Test Flashcards
Birth rate
The average number of live births in a country per thousand people per year
Fertility rate
The estimated number of children and woman may have in her life
Death rate(mortality rate)
The average number of deaths in a country per 1000 people per year
Infant mortality rate
The average number of live deaths of infants (under the age of one) in a country per 1000 live births per year
Life expectancy
The average number of years from birth a person is expected to live for
Natural growth rate
The birth rate - the death rate divided by 10
Total population growth rate
This is similar to the natural growth rate, but it also takes emigration into account(birth rate+ immigration) - (death rate + emigration)divided by 10
Population replacement rate
This is the number needed for the population to remain consistent. This is 2.1.
Population distribution
This describes where populations live; which continents, countries, or regions
Dependency ratio
The proportion of the population not earning money through work (children under the age of 16 and retired people over 65) compared with the working population
Population density
This is a measurement of how populated places are, whether they are densely or sparsely populated. It is measured as the number of people per km squared
Exponentially
This means that the rate of growth has become increasingly rapid
Lots of people live there
Densely populated
Very few people live there
Sparsely populated
Population distribution
How many people spread around in a country or area
What are the 5 stages of the DTM-demographic transition model?

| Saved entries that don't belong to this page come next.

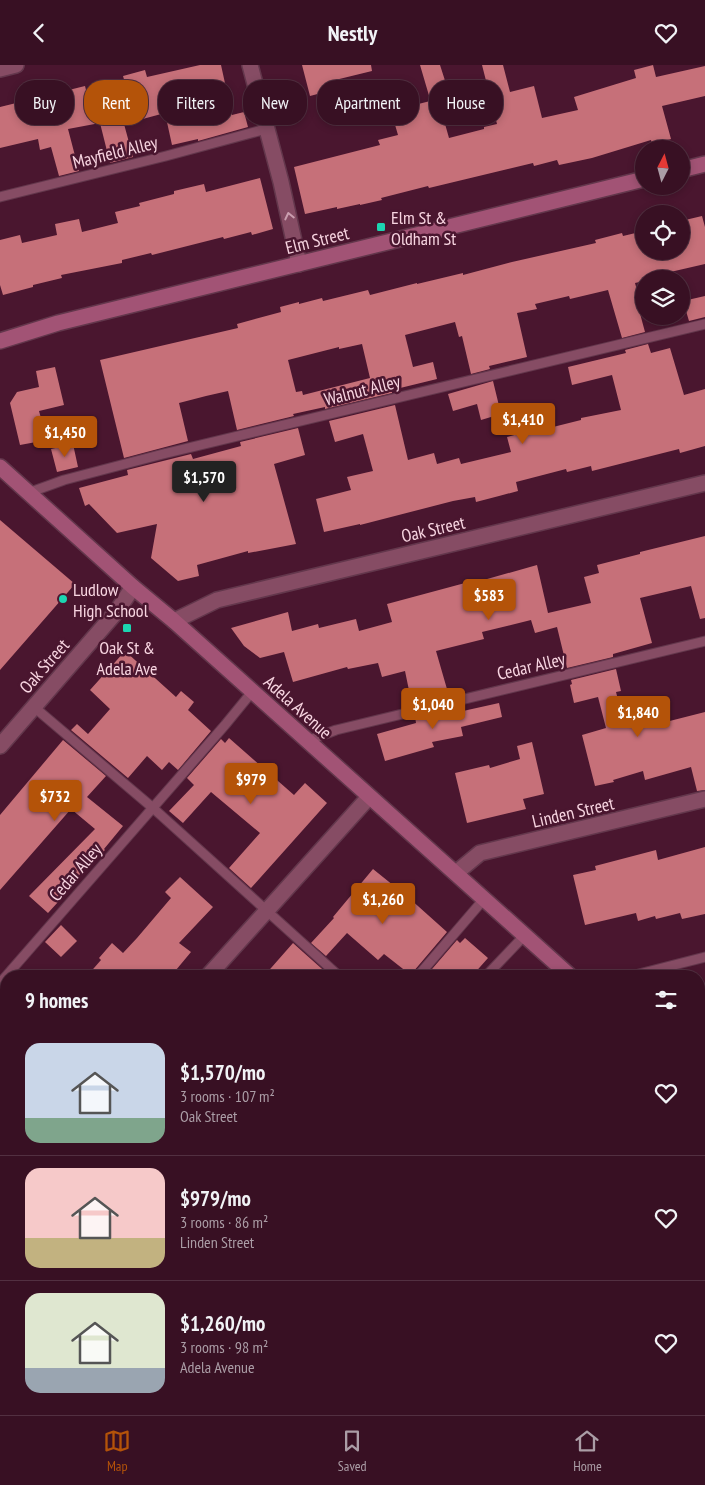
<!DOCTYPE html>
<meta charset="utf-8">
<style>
:root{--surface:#381023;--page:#431e30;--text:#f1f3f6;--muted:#ab9da6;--line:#523041;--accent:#b45309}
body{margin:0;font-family:"PT Sans Narrow",sans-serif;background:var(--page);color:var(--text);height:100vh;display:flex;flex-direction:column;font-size:19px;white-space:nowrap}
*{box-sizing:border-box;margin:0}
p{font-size:16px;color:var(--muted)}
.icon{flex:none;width:28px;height:28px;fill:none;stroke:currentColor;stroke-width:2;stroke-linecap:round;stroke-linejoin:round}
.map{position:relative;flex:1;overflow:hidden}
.details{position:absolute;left:0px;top:905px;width:705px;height:445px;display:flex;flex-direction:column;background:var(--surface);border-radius:20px 20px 0 0;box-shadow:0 2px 8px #0003,0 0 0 1px var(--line)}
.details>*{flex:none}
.top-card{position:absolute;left:15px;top:15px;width:675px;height:45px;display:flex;gap:10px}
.needle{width:32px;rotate:6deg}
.fabs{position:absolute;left:635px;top:75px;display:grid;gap:10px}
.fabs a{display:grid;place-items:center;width:55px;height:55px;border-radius:50%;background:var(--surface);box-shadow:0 2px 8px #0003,0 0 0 1px var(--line);font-size:25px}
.price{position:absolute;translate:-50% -42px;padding:0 11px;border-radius:5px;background:var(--accent);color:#fff;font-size:16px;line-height:32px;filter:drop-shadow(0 1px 2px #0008)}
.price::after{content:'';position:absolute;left:50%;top:30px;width:15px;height:11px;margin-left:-8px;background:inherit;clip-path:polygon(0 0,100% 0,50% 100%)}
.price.selected{background:#222;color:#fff}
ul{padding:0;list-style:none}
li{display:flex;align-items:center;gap:15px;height:125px;padding:0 25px}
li+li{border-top:1px solid var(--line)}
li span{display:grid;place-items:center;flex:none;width:140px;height:100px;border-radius:15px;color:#555}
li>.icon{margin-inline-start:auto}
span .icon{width:60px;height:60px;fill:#fffc;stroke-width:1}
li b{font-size:21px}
h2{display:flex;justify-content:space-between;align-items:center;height:60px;padding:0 25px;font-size:21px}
.pill{padding:0 18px;border-radius:20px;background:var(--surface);box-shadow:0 2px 8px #0003,0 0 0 1px var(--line);font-size:18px;line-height:45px}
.pill.selected{background:var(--accent);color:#fff}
header{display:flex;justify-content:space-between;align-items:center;height:65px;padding:0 25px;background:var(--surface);font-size:22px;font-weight:600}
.dock{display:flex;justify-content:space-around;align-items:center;height:70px;border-top:1px solid var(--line);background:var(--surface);font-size:14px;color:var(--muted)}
.dock a{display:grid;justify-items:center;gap:2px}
.dock .selected{color:var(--accent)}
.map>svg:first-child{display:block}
.building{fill:#c67079;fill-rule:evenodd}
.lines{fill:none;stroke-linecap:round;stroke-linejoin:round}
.lane-casing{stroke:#63374c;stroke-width:11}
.street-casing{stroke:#63374c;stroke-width:18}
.secondary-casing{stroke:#63374c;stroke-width:18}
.lane{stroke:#864c64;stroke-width:9}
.street{stroke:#864c64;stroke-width:15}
.secondary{stroke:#a25375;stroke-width:15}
.oneway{stroke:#ca9eaf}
.poi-dot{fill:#1cd5b1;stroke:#4a162f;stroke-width:2}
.labels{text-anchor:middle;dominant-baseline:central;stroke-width:5;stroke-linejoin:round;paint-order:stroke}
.street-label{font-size:18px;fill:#f8d5e1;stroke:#4a162f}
.poi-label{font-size:18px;fill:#f8d5e1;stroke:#4a162f;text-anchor:start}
</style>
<header><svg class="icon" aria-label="back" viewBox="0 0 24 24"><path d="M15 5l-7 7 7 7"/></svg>Nestly<svg class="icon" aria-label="heart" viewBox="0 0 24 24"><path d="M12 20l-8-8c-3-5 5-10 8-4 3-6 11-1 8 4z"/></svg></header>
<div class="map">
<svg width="705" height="1350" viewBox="0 0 705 1350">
<rect width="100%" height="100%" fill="#4a162f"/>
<path class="building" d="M200,0H221L232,50L244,47L248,62L198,76V74L172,80L165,48L124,59L133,92L110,98L100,58L68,64L79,106L59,111L51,82L40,85L38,74L0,83V42L85,21L86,25L125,18L123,11L145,5L147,12Z
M302,0H371L372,6L327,17L329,26L310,31Z
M420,0H440L449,28L430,34Z
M482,0H503L510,27L534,21L542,53L578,45L574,32L636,13L634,5L653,0L656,12L705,1V31L662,41L671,74L652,79L651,75L592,93L559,100L557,95L534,101L533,98L429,123L428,121L381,133L382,135L360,140V139L337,144V142L305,149L294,102L380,80L378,75L398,70L391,46L438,34L449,73L484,64V62L497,59Z
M260,113L273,164L252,170L251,167L224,174L223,172L152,190L151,188L122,195V198L61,210L62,213L33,220V222L3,230L0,220V175L20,170L22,178L57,170L55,159L79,154L82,167L118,158L115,147L140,141L139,138L174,129V126L204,119L206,127Z
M702,151L705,162V199L666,208V210L652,214H644V216L635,218L638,229L635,230L645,267L622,273L608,225L570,234L569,231L535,239L537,244L517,248L527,292L489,301L490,304L471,309L462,271L459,272L455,257L405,270L413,302L433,297L437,314L392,325V328L325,344V342L293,349L294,351L237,365L228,326L206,331L179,338L188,376L124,393L100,295L238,263L237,259L281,247L280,242L299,237V239L322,233L323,236L368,225L370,230L417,218V219L463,208V210L512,197L596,178L595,175L622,168L623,171L644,166V186H681V156ZM362,279L370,313L303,330L302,326L296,327L288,295L339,282V284Z
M705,231V252L689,256L683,236Z
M648,279L651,288L670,283L684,330L705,324V381L680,388L679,384L592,406L591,401L567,407L566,404L516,417L518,426L499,431L476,437L475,432L453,436L360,460V459L324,467L316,434L351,425L347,412L373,406L363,369L335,377L329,356L395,340L408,395L434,388L437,399L459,393L461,399L511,387L507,372L529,366L549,363L581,355V353L621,345L612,310L572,320L568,302L626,288L625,285Z
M55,302L64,340L39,346L47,375L20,380L10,338L17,327L39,322L36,306Z
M493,316L501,349L481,355L477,339L453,346L448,329Z
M298,363L305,390L274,399L296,479L248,488V486L197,500L199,511L178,516L151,493L157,459L117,468L89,439L85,441L79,423L128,410L127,405L191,389L193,394L241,381L240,377Z
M73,379L78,402L57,407L51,384Z
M0,455L75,519L0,605Z
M705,471V553L700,554L691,521L640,533L652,578L613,589V592L567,603L557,562L535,568L531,555L482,567L484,574L436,586L449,631L412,640L405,606L382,612L378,598L348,604L347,602L293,617L284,587L260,593L244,581L231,563L288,547L292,566L318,559L319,563L356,554L359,566L392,557L387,539L465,518L466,520L537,500L548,548L591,538L584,512L599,508L597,500L640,489V487Z
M125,586L176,632L181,626L194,637L188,645L211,666L178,705L169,697L162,705L147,691L128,713L71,665L77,659L88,669L110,644L90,625Z
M616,604L621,626L616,627L625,661L649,655L650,661L705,647V725L697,726L691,702L645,715L643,706L613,715L614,717L595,721L582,670L606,663L598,632L574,638L570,620L572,619L571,615Z
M499,638L502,652L461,662L463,671L432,677L434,682L385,696L377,669L416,658L415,652L453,643L454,648Z
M229,673L294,730L305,718L327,738L251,823L229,803L260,768L211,727L183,758L169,746L194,720L187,713L221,674L225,678Z
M63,675L106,711L87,732L123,761L104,784L105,785L77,812L79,814L48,848L29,831L95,764L71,744L0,825V750Z
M532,677L544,729L523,734L526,744L467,758L455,708L489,700L490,703L520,694L517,681Z
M705,782V849L682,854L680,848L656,854L655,851L638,856L636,848L585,860L573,810L596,805L595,801L656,785L658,795Z
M373,804L409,833L447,867L413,907L412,911L384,889L378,895L347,868L326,891L311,878L334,853L333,852Z
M180,812L213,842L179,878L191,887L171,911H87L101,895L99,893L112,878L123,888L137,873L171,833L165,827Z
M61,860L77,876L61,892L45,877Z
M465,873L488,893L472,911H426L457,875L460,878Z
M293,878L303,887L330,911H264Z"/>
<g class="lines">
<g class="lane-casing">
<path id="lane" d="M0,132L166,91L266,64
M28,428L64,415L163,389L705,259
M34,642L153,743L339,911
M307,676L336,665L705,576
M418,911L484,834
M486,911L525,870
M631,911L705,892
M0,918L225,660L252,627
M35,1350L40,1344
M417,1350L423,1344"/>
</g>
<g class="street-casing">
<path id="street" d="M250,0L281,117L299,199
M0,4L16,0
M174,556L217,535L705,418
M0,681L117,546L133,522
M456,808L480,788L705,734
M208,911L369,732
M0,1150L6,1143
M699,1246L705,1239
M0,1273L6,1279
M80,1344L87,1350
M229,1350L234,1344
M609,1350L614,1344"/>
</g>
<g class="secondary-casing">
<path id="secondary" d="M681,105L705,99
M0,276L58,258L644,114
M0,402L133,522L174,556L570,911
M699,1029L705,1035"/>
</g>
<use href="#lane" class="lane"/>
<use href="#street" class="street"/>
<use href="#secondary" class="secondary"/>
</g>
<defs><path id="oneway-chevron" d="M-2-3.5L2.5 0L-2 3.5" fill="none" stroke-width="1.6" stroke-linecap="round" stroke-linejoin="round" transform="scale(1.25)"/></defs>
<use class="oneway" href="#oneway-chevron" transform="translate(289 151) rotate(-103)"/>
<g class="poi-dot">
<rect x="376" y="157" width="10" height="10" rx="2.5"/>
<circle cx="63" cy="534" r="5"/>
<rect x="122" y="558" width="10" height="10" rx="2.5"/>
</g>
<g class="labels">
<g class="street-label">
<text transform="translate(115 87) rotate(-14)">Mayfield Alley</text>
<text transform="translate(317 175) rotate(-14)">Elm Street</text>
<text transform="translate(362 325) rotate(-14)">Walnut Alley</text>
<text transform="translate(433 464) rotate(-13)">Oak Street</text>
<text transform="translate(44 601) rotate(-49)">Oak Street</text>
<text transform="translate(531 601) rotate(-13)">Cedar Alley</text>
<text transform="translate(298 642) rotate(42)">Adela Avenue</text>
<text transform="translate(573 747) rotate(-13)">Linden Street</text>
<text transform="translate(75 807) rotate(-49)">Cedar Alley</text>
</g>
<g class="poi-label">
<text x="391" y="152">Elm St &amp;<tspan x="391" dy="21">Oldham St</tspan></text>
<text x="73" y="524">Ludlow<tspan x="73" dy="21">High School</tspan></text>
<text x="127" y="582" text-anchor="middle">Oak St &amp;<tspan x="127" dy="21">Adela Ave</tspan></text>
</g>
</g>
</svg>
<div class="fabs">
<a><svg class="needle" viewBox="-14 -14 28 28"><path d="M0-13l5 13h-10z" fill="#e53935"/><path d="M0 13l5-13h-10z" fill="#ab9da6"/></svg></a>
<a><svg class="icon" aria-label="locate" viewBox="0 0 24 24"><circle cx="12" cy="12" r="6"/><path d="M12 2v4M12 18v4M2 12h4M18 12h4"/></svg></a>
<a><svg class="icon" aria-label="layers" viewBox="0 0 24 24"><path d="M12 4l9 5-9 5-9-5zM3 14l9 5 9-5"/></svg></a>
</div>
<b class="price" style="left:523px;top:380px">$1,410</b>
<b class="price" style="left:65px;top:393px">$1,450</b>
<b class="price selected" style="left:204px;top:438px">$1,570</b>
<b class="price" style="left:489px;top:556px">$583</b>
<b class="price" style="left:433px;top:665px">$1,040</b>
<b class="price" style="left:638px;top:673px">$1,840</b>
<b class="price" style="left:251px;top:740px">$979</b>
<b class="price" style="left:55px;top:757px">$732</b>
<b class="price" style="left:383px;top:860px">$1,260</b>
<div class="top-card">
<a class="pill">Buy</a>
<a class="pill selected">Rent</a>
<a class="pill">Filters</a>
<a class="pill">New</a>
<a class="pill">Apartment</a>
<a class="pill">House</a>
</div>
<section class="details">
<h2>9 homes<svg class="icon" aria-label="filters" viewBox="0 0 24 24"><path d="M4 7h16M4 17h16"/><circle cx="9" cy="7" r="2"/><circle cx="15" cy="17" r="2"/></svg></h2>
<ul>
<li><span style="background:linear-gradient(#c9d6e8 75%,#7fa58c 0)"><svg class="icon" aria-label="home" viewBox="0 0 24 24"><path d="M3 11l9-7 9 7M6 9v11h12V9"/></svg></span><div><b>$1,570/mo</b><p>3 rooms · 107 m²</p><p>Oak Street</p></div><svg class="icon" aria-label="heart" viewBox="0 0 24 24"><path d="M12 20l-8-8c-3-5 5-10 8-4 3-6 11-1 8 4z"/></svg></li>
<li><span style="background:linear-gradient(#f6c9c9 70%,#c2b280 0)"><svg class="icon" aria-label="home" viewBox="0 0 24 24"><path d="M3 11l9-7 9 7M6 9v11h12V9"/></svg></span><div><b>$979/mo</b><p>3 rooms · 86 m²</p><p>Linden Street</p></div><svg class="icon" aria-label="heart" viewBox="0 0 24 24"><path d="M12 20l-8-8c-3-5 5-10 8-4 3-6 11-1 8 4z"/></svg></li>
<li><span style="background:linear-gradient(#dfe7d0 75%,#9aa5b1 0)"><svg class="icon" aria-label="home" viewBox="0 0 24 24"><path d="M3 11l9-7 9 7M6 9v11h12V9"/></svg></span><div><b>$1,260/mo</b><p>3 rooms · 98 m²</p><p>Adela Avenue</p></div><svg class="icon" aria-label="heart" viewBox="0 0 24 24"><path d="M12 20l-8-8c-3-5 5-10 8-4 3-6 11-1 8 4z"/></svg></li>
</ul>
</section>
</div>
<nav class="dock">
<a class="selected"><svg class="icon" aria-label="map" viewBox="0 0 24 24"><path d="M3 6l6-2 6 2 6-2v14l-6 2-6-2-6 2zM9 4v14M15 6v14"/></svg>Map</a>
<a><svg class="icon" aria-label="saved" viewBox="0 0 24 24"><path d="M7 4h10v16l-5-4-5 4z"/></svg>Saved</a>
<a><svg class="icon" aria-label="home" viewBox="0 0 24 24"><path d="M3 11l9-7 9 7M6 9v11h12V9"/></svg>Home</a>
</nav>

1-high stationary 2-early expanding 3-late expanding 4-low stationary 5-declining?
Explain the population change in a country as it passes through the stages of the demographic transition model
As a country moves through the demographic transition model its population changes significantly. In stage one high birth and death rates keep the population stable and low as poor healthcare and high mortality offset high birth rates. In stage two it improved because of better healthcare and sanitation reduce the death rate while birth rates remain high causing rapid population growth in stage three social changes like urbanisation education and access to contraception lower the birth rate slowing the growth. By stage four, both birth and death rates are low stabilising the population. In stage five birth rates may fall below death rates due to lifestyle choices and an aging population potentially leading to a decline.
When and why was the one child policy introduced?
In 1978, the one child policy was introduced by the communist government because they wanted to decrease the birth rate due to a famine during 1959 a 1961 which killed more than 30 million people because there was not enough resources for the growing population so that is why the population was introduced.